6-MP, Vinca Alkaloids and A National Treatment Effort By The US
Joseph Burchenal, at Memorial Sloan-Kettering Cancer Center in New York, with Farber's help, started his own methotrexate study and found the same effects. He then decided to try to develop anti-metabolites in the same way as Farber, by making small changes in a metabolite needed by a cell to divide. With the help of George Hitchings and Gertrude Elion, two pharmaceutical chemists who were working at the Burroughs Wellcome Co. in Tuckahoe, many purine analogues were tested, culminating in the discovery of 6-mercaptopurine (6-MP), which was subsequently shown to be a highly active antileukemic drug.
The Eli Lilly natural products group found that alkaloids of the Madagascar periwinkle (Vinca rosea), originally discovered in a screen for anti-diabetic drugs, blocked proliferation of tumour cells. The antitumour effect of the vinca alkaloids (e.g. vincristine) was later shown to be due to their ability to inhibit microtubule polymerization, and therefore cell division.

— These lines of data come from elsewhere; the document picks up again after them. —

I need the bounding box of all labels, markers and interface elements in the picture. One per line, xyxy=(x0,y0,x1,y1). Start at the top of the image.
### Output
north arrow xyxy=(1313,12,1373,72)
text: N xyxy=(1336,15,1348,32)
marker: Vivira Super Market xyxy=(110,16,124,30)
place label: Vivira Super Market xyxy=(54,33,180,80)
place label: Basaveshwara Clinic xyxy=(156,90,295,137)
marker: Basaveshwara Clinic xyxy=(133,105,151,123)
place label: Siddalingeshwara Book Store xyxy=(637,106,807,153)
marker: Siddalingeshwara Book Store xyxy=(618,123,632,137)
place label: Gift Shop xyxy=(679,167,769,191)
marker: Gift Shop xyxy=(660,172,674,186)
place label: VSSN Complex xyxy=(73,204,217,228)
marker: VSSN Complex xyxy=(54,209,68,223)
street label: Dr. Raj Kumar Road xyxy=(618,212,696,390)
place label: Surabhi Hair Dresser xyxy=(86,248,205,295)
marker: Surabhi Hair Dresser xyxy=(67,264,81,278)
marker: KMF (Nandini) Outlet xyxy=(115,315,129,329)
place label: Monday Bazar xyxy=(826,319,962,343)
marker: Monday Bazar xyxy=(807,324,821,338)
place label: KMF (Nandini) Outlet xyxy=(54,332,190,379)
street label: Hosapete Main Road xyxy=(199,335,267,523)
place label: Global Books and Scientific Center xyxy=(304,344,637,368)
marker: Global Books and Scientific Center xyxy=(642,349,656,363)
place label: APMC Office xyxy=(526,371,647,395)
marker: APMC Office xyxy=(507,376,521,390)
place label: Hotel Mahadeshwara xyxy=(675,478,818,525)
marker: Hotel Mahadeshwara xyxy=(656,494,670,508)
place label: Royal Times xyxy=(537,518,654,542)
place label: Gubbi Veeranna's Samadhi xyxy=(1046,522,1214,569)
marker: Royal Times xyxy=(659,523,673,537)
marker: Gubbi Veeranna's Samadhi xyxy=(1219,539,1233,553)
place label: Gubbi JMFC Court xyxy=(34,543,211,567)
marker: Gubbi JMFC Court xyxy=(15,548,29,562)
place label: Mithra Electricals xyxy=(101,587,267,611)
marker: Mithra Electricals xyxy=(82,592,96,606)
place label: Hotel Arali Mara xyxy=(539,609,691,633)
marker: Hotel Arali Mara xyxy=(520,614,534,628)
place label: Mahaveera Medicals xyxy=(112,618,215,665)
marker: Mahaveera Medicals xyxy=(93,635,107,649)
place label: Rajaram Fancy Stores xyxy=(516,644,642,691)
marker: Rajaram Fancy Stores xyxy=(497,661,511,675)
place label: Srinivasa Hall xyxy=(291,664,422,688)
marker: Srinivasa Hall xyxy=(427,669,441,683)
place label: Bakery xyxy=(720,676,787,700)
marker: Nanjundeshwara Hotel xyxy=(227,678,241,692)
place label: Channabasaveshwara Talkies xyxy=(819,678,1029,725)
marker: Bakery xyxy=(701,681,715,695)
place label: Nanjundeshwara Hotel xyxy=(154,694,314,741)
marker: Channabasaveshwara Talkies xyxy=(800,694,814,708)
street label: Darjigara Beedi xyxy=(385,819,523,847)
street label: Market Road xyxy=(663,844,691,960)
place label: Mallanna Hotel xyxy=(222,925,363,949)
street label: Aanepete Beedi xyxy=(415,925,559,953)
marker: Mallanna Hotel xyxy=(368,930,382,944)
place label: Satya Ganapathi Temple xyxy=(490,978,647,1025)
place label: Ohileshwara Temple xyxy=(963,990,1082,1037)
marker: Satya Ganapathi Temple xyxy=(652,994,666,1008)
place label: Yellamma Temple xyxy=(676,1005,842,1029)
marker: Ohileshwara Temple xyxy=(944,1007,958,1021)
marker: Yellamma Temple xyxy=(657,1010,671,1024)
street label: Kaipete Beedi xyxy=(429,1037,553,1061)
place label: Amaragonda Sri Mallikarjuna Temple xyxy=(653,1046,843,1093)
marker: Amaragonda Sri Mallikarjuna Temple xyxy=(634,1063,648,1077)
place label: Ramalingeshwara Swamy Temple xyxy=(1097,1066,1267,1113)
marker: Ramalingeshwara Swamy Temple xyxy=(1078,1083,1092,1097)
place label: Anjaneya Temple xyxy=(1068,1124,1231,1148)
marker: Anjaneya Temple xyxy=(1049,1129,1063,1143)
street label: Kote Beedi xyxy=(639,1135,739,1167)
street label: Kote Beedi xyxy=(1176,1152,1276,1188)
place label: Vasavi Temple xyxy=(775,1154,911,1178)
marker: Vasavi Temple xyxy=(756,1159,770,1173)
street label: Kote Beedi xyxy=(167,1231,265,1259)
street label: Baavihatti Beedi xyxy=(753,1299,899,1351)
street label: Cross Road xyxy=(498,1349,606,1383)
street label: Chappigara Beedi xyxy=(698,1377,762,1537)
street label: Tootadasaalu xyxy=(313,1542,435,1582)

The United States Congress created a National Cancer Chemotherapy Service Center (NCCSC) at the NCI in 1955 in response to early successes. This was the first federal programme to promote drug discovery for cancer – unlike now, most pharmaceutical companies were not yet interested in developing anticancer drugs. The NCCSC developed the methodologies and crucial tools (like cell lines and animal models) for chemotherapeutic development.